- [Your instructions] Return every line of the data that contains the string "Tahali".

§

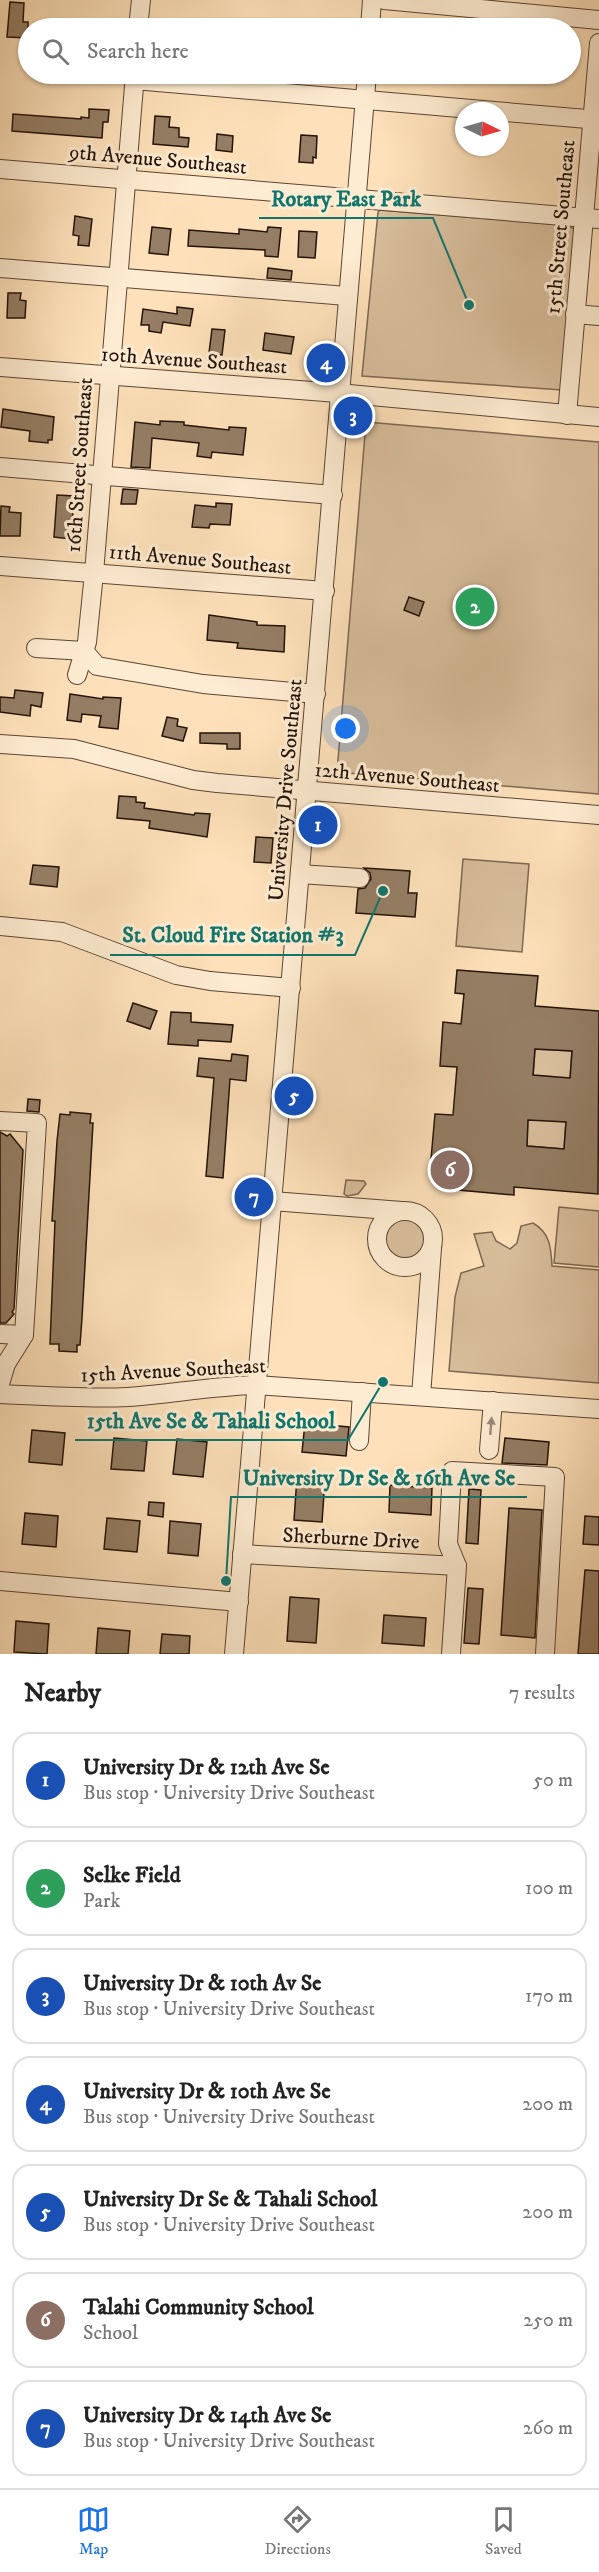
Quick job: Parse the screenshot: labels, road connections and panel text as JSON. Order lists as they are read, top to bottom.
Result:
{
  "streets": {
    "street": [
      "9th Avenue Southeast",
      "15th Street Southeast",
      "10th Avenue Southeast",
      "16th Street Southeast",
      "11th Avenue Southeast",
      "12th Avenue Southeast",
      "University Drive Southeast",
      "15th Avenue Southeast",
      "Sherburne Drive"
    ]
  },
  "crossings": [
    ["9th Avenue Southeast", "15th Street Southeast"],
    ["9th Avenue Southeast", "16th Street Southeast"],
    ["9th Avenue Southeast", "University Drive Southeast"],
    ["15th Street Southeast", "10th Avenue Southeast"],
    ["10th Avenue Southeast", "16th Street Southeast"],
    ["10th Avenue Southeast", "University Drive Southeast"],
    ["16th Street Southeast", "11th Avenue Southeast"],
    ["11th Avenue Southeast", "University Drive Southeast"],
    ["12th Avenue Southeast", "University Drive Southeast"],
    ["University Drive Southeast", "15th Avenue Southeast"],
    ["University Drive Southeast", "Sherburne Drive"]
  ],
  "places": [
    "Rotary East Park",
    "St. Cloud Fire Station #3",
    "15th Ave Se & Tahali School",
    "University Dr Se & 16th Ave Se"
  ],
  "north": "right",
  "page": {
    "search": "Search here",
    "pins": [
      "4",
      "3",
      "2",
      "1",
      "5",
      "6",
      "7"
    ],
    "heading": ["Nearby", "7 results"],
    "list": [
      {
        "mark": "1",
        "name": "University Dr & 12th Ave Se",
        "note": "Bus stop · University Drive Southeast",
        "value": "50 m"
      },
      {
        "mark": "2",
        "name": "Selke Field",
        "note": "Park",
        "value": "100 m"
      },
      {
        "mark": "3",
        "name": "University Dr & 10th Av Se",
        "note": "Bus stop · University Drive Southeast",
        "value": "170 m"
      },
      {
        "mark": "4",
        "name": "University Dr & 10th Ave Se",
        "note": "Bus stop · University Drive Southeast",
        "value": "200 m"
      },
      {
        "mark": "5",
        "name": "University Dr Se & Tahali School",
        "note": "Bus stop · University Drive Southeast",
        "value": "200 m"
      },
      {
        "mark": "6",
        "name": "Talahi Community School",
        "note": "School",
        "value": "250 m"
      },
      {
        "mark": "7",
        "name": "University Dr & 14th Ave Se",
        "note": "Bus stop · University Drive Southeast",
        "value": "260 m"
      }
    ],
    "nav": ["Map", "Directions", "Saved"]
  }
}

§

- [Response]
    "15th Ave Se & Tahali School",
        "name": "University Dr Se & Tahali School",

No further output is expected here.